In its manifesto, Fine Gael told us that it was not going to impose a property tax because it would impose a tax on people who are income poor and asset rich, mainly elderly people. It spoke about people in negative equity who are most affected by this budget and this tax. A property tax takes little account of ability to pay. The value of the home may be considered without any consideration of the level of debt attached to it. People who have paid stamp duty and development contributions now see a facility in the budget for someone to buy the house next door for half the price being exempted because he or she is a first-time buyer. That will create significant resentment. I do not believe it is about first-time buyers. Rather, it is about the property market first and foremost.

There is a trend here that we saw before. It seems that this will be a slush fund for the Minister for the Environment and Local Government to shore up a dysfunctional local government system that delivers a tiny range of services. If we look at some European systems, we can see that everything from child care to policing to leisure facilities is paid for by property or poll taxes or rates. The inequitable distribution of the fund has been a feature for decades and I have no confidence that this will change in centralised environment. Other charges will be imposed, such as those for water and waste water. People are paying for the maintenance of roads through their motor tax and paying bin charges. What will they get for paying this property tax? It is a valid question for people to ask. We must remember that the reason for this is an decrease of just over 40% in the income of local authorities since 2009. This has been taken from the local authorities to pay back this significant debt.

The silo-by-silo based approach to the budget ignores the cumulative effect of its impact. This includes the imposition of a property tax, cuts to child benefit, increases in the cost of solid fuel, the fact that people will no longer be exempt from paying PRSI on the first €127 of their weekly income, the now annual increase in third level registration fees and the increase in the monthly threshold for the drug repayments scheme from €132 to €144 per month. Some families pay this every month. If one pays this every month, that comes to €1,700 per year, which is a very sizeable amount. The cumulative effect is affecting possibly the same households with all those measures having a major impact on them. People are already struggling and the cumulative effect of this will in some cases take the food off people's tables. Some are just about keeping the roof over their heads. I am very concerned that the level of personal debt has not been considered in this context.
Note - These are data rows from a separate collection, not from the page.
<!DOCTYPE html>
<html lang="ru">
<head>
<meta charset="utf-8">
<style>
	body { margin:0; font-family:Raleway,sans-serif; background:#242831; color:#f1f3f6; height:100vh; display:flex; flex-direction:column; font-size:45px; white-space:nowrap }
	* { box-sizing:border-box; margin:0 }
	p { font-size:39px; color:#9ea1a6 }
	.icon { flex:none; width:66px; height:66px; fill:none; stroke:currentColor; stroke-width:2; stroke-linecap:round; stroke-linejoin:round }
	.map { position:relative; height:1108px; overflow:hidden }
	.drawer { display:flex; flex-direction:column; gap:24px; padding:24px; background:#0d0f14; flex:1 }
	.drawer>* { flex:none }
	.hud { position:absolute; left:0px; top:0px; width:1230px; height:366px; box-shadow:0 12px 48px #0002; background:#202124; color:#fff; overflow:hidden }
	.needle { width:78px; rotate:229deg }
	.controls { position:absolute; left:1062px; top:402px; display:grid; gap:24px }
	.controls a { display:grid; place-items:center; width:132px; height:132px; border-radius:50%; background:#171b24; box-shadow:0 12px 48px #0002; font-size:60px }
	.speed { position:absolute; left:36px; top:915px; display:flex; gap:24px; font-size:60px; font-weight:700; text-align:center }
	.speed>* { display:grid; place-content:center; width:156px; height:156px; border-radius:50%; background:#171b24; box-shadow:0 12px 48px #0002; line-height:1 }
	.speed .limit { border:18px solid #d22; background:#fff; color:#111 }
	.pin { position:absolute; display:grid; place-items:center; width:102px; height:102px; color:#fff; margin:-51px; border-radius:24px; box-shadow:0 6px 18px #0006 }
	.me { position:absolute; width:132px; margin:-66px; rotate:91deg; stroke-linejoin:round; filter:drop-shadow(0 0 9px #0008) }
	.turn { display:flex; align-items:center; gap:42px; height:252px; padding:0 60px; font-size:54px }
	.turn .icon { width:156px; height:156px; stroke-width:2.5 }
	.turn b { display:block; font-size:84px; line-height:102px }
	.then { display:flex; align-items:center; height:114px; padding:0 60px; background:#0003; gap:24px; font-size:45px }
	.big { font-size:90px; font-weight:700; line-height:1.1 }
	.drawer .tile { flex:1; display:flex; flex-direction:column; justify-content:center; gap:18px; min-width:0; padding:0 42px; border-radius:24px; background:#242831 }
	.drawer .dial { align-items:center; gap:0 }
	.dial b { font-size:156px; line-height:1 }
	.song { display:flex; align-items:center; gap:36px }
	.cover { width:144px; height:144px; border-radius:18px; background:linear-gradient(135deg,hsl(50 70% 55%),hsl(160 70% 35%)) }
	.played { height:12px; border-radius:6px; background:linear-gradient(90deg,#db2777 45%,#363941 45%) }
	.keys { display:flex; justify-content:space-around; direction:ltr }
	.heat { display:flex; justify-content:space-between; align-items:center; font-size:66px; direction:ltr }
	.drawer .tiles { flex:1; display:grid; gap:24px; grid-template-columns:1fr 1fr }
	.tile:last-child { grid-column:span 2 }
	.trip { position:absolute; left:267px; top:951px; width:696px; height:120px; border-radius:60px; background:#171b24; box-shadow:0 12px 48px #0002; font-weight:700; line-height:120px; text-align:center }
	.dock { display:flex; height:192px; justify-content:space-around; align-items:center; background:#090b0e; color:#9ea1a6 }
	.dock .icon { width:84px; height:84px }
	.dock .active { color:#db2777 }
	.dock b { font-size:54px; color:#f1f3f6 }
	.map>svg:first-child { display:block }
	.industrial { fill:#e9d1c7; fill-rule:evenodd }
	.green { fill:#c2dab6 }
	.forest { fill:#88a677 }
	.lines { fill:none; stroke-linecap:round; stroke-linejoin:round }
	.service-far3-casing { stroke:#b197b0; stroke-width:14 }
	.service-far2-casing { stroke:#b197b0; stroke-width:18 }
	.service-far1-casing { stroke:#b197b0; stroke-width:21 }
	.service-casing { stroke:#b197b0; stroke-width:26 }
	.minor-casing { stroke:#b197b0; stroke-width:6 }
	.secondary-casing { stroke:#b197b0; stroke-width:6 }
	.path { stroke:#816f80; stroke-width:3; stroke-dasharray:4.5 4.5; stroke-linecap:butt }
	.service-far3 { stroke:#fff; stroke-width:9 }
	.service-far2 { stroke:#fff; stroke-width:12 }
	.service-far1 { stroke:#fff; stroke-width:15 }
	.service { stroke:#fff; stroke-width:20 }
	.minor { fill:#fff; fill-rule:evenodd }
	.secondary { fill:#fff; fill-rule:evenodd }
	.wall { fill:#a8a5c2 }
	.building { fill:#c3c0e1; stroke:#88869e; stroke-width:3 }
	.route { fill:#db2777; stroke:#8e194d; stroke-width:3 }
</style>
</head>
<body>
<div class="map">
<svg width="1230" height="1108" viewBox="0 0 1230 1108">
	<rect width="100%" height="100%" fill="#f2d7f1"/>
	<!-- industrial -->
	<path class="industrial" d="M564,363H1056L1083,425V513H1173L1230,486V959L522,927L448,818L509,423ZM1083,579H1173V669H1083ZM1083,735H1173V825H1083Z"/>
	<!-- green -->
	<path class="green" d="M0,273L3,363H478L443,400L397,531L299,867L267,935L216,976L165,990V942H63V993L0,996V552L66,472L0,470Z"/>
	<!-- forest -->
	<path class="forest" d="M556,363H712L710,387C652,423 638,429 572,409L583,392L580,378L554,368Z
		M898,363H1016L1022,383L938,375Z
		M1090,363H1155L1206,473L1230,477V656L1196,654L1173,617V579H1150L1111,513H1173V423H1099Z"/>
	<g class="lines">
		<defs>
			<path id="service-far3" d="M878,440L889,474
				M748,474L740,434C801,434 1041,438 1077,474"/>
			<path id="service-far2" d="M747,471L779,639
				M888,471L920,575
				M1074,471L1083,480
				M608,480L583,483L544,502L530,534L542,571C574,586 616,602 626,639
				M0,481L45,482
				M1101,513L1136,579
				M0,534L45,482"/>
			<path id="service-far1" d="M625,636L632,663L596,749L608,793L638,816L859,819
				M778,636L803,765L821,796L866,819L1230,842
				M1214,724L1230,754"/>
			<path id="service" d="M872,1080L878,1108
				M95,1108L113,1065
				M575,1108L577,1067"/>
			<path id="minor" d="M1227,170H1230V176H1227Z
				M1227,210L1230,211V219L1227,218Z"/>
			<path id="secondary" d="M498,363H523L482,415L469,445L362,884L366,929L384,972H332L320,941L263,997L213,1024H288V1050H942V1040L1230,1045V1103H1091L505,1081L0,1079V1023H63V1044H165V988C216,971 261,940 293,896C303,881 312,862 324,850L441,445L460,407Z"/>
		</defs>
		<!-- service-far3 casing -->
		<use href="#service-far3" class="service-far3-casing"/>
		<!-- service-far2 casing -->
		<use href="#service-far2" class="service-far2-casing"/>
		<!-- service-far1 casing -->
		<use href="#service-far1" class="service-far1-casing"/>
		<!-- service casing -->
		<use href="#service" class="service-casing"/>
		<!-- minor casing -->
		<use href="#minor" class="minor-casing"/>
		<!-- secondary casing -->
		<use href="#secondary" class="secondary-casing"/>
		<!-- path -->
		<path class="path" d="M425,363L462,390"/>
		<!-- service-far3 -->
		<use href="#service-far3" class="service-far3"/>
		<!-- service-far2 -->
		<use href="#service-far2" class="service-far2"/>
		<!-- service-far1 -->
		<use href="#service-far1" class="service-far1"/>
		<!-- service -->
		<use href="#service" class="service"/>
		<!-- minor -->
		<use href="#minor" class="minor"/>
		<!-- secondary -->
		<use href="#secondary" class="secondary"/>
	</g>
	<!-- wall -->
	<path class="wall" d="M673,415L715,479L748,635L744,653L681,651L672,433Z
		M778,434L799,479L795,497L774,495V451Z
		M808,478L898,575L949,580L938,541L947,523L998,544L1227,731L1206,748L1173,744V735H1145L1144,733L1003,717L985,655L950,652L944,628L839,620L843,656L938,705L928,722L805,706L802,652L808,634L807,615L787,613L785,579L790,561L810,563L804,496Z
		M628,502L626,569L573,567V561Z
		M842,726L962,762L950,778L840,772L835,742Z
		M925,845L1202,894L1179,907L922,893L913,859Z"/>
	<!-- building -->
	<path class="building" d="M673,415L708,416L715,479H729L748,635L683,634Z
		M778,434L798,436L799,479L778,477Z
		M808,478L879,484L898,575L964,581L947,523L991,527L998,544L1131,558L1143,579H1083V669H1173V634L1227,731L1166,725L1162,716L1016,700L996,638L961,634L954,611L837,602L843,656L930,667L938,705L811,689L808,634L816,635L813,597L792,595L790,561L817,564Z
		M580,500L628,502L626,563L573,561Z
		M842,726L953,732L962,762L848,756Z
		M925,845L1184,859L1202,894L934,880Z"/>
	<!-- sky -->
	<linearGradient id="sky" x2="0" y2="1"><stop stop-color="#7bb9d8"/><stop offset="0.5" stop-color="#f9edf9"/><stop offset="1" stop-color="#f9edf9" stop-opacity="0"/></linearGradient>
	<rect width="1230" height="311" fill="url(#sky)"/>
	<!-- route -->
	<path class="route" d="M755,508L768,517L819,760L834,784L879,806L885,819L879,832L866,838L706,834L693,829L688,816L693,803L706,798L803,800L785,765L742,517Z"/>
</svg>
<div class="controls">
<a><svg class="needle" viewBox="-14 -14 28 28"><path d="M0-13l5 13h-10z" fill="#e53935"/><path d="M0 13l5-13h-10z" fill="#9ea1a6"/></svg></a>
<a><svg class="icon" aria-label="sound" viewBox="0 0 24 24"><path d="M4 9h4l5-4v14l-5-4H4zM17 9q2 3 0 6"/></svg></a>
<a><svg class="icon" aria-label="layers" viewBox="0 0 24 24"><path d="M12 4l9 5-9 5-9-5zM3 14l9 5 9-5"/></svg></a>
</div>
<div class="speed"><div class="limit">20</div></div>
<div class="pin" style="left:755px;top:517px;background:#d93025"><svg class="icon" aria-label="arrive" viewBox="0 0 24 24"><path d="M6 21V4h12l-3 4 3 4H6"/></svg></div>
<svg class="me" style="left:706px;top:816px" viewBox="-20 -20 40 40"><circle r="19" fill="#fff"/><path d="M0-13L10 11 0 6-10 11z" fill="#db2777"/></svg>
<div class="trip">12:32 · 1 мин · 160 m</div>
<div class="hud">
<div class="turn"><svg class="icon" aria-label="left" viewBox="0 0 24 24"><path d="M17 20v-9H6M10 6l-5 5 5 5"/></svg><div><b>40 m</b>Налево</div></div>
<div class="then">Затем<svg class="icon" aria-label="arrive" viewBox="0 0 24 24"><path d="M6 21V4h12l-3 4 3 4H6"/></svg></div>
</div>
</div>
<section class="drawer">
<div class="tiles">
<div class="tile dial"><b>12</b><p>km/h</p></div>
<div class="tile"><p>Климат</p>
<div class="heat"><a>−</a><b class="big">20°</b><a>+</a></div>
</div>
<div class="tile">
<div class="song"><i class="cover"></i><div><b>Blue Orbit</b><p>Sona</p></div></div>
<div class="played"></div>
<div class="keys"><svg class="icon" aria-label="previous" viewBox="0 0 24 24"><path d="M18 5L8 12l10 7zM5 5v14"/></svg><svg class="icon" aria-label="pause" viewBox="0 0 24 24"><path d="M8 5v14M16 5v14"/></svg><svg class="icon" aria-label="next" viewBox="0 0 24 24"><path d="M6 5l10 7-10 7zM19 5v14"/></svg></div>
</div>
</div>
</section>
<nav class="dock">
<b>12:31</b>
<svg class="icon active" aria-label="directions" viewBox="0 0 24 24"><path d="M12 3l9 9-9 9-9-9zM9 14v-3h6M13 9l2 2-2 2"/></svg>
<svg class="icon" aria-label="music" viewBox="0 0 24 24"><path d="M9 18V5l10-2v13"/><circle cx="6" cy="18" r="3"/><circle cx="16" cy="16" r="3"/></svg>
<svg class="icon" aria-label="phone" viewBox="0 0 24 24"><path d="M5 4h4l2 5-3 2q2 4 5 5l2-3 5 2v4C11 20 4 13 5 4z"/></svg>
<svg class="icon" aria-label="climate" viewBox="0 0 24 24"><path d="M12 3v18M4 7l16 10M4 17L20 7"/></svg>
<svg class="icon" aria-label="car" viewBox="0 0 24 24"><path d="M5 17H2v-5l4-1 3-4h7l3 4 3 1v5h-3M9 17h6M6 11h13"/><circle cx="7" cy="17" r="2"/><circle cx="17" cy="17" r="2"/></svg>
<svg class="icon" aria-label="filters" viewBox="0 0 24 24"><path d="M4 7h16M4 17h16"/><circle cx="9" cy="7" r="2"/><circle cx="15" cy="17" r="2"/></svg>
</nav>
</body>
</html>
I welcome the vouching system for political expenses which should have gone further. Had the leader's allowance provided to Independents been at the level it is now and the other allowances reduced to that level, it would have generated savings to the Exchequer of €1.197 million. The travel and accommodation allowance should have been tackled. I do not believe the Houses of the Oireachtas Commission is the appropriate body to oversee any kind of review. It should be an independent review as the commission is not representative and the process is not transparent and not good enough.